#### [What needs to be done]
Retype the listing below exactly, pictures removed.

********************

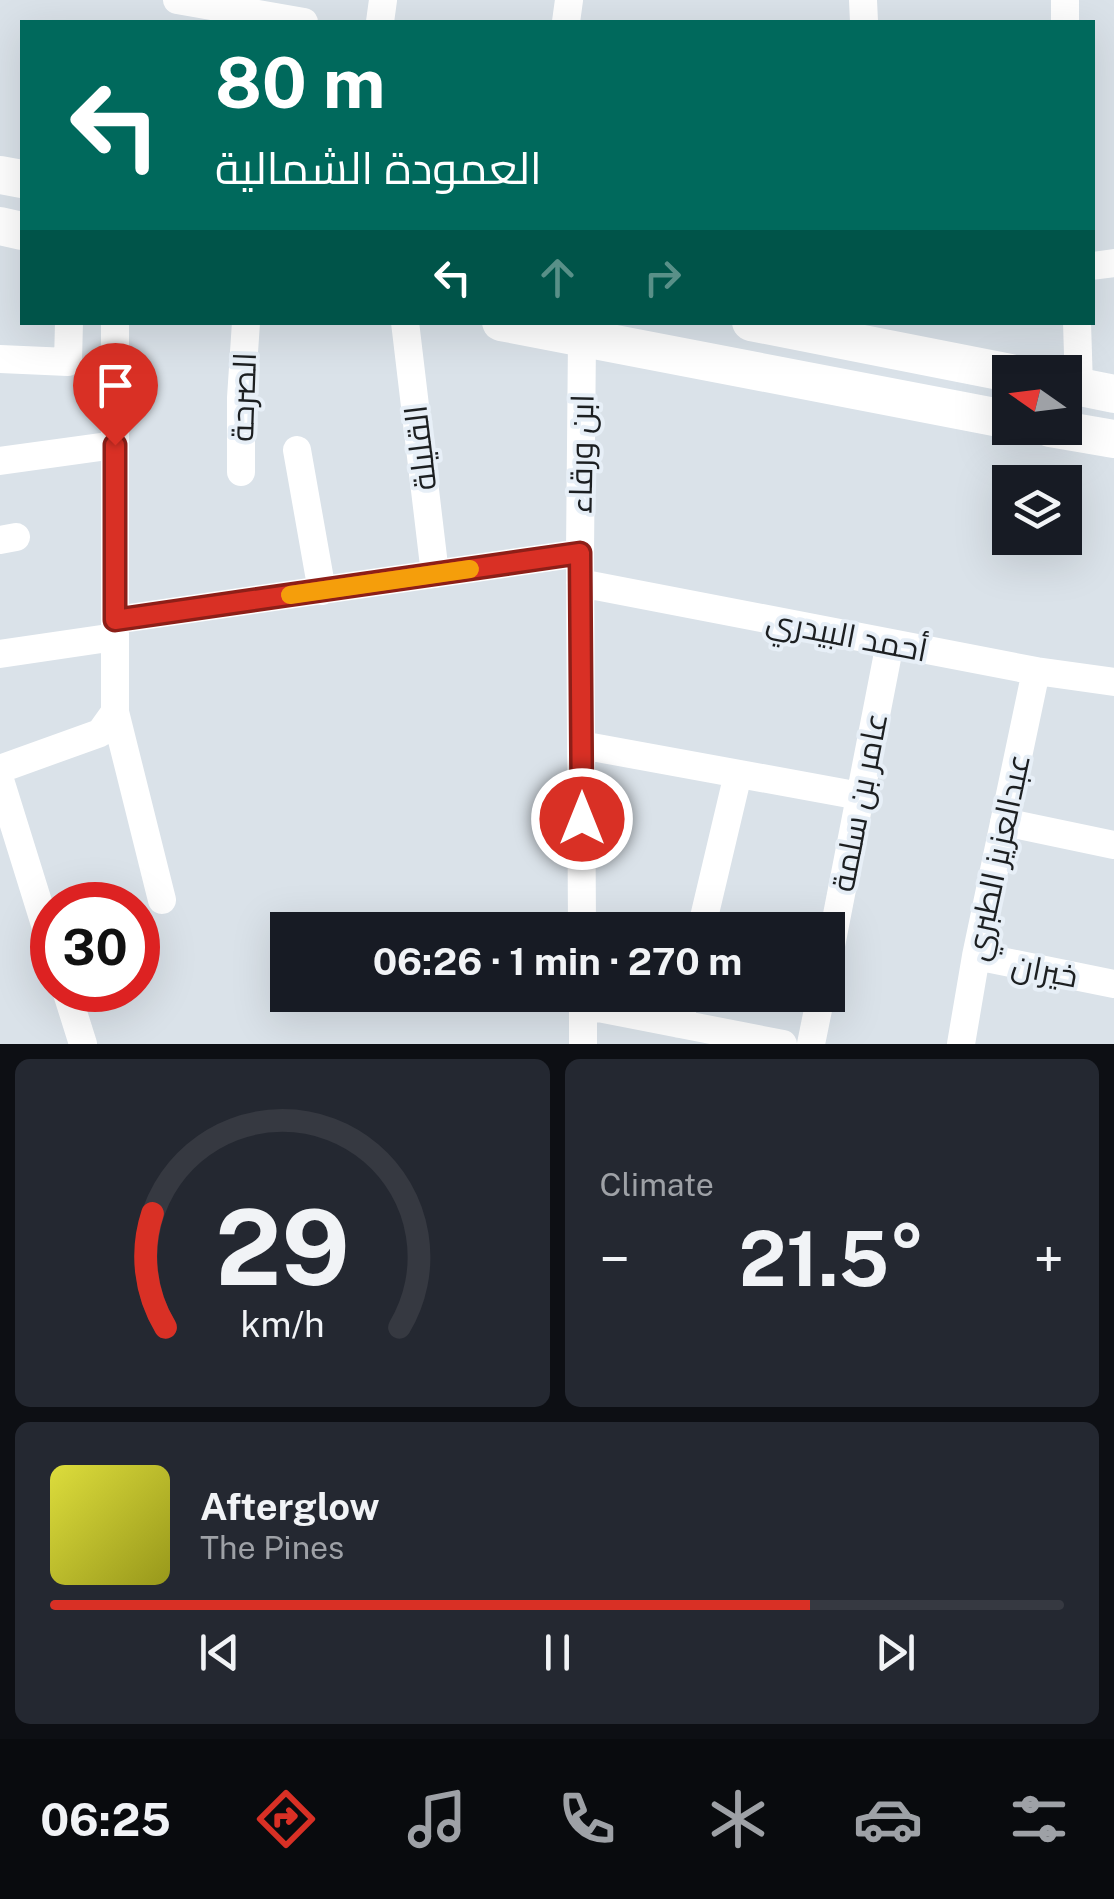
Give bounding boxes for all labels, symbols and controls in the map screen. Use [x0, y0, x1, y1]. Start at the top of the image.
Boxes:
text: 80 m [215, 41, 385, 124]
icon: left [50, 60, 180, 190]
text: العمودة الشمالية [215, 141, 542, 194]
icon: left [425, 250, 480, 305]
icon: ahead [530, 250, 585, 305]
icon: right [635, 250, 690, 305]
pin [73, 343, 158, 446]
street label: الصرحة [223, 352, 263, 442]
north arrow [992, 355, 1082, 445]
map controls [992, 355, 1082, 555]
icon: arrive [88, 358, 143, 413]
street label: ابن ورقاء [561, 394, 602, 514]
street label: القليلة [396, 403, 444, 493]
button: layers [992, 465, 1082, 555]
street label: أحمد البيدري [762, 600, 931, 676]
street label: عامر بن سلمة [824, 709, 895, 895]
street label: عبدالعزيز الطبري [957, 750, 1044, 965]
position arrow [530, 767, 634, 871]
speed limit sign: 30 [30, 882, 160, 1012]
text: 06:26 · 1 min · 270 m [373, 939, 742, 984]
street label: خيران [1009, 945, 1081, 996]
text: Climate [600, 1166, 714, 1203]
text: 29 [215, 1186, 350, 1308]
text: 21.5° [739, 1215, 925, 1303]
text: − [600, 1227, 630, 1291]
text: + [1034, 1227, 1064, 1291]
text: km/h [240, 1303, 324, 1345]
text: Afterglow [200, 1484, 380, 1529]
text: The Pines [200, 1529, 344, 1566]
icon: previous [192, 1625, 247, 1680]
icon: pause [530, 1625, 585, 1680]
icon: next [868, 1625, 923, 1680]
icon: directions [251, 1784, 321, 1854]
icon: music [402, 1784, 472, 1854]
icon: phone [552, 1784, 622, 1854]
icon: climate [703, 1784, 773, 1854]
icon: car [853, 1784, 923, 1854]
icon: filters [1004, 1784, 1074, 1854]
text: 06:25 [40, 1793, 171, 1846]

********************

#### [Answer box]
Give bounding boxes for all labels, symbols and controls in the map screen. Use [x0, y0, x1, y1]. Start at the top of the image.
Boxes:
text: 80 m [215, 41, 385, 124]
icon: left [50, 60, 180, 190]
text: العمودة الشمالية [215, 141, 542, 194]
icon: left [425, 250, 480, 305]
icon: ahead [530, 250, 585, 305]
icon: right [635, 250, 690, 305]
pin [73, 343, 158, 446]
street label: الصرحة [223, 352, 263, 442]
north arrow [992, 355, 1082, 445]
map controls [992, 355, 1082, 555]
icon: arrive [88, 358, 143, 413]
street label: ابن ورقاء [561, 394, 602, 514]
street label: القليلة [396, 403, 444, 493]
button: layers [992, 465, 1082, 555]
street label: أحمد البيدري [762, 600, 931, 676]
street label: عامر بن سلمة [824, 709, 895, 895]
street label: عبدالعزيز الطبري [957, 750, 1044, 965]
position arrow [530, 767, 634, 871]
speed limit sign: 30 [30, 882, 160, 1012]
text: 06:26 · 1 min · 270 m [373, 939, 742, 984]
street label: خيران [1009, 945, 1081, 996]
text: Climate [600, 1166, 714, 1203]
text: 29 [215, 1186, 350, 1308]
text: 21.5° [739, 1215, 925, 1303]
text: − [600, 1227, 630, 1291]
text: + [1034, 1227, 1064, 1291]
text: km/h [240, 1303, 324, 1345]
text: Afterglow [200, 1484, 380, 1529]
text: The Pines [200, 1529, 344, 1566]
icon: previous [192, 1625, 247, 1680]
icon: pause [530, 1625, 585, 1680]
icon: next [868, 1625, 923, 1680]
icon: directions [251, 1784, 321, 1854]
icon: music [402, 1784, 472, 1854]
icon: phone [552, 1784, 622, 1854]
icon: climate [703, 1784, 773, 1854]
icon: car [853, 1784, 923, 1854]
icon: filters [1004, 1784, 1074, 1854]
text: 06:25 [40, 1793, 171, 1846]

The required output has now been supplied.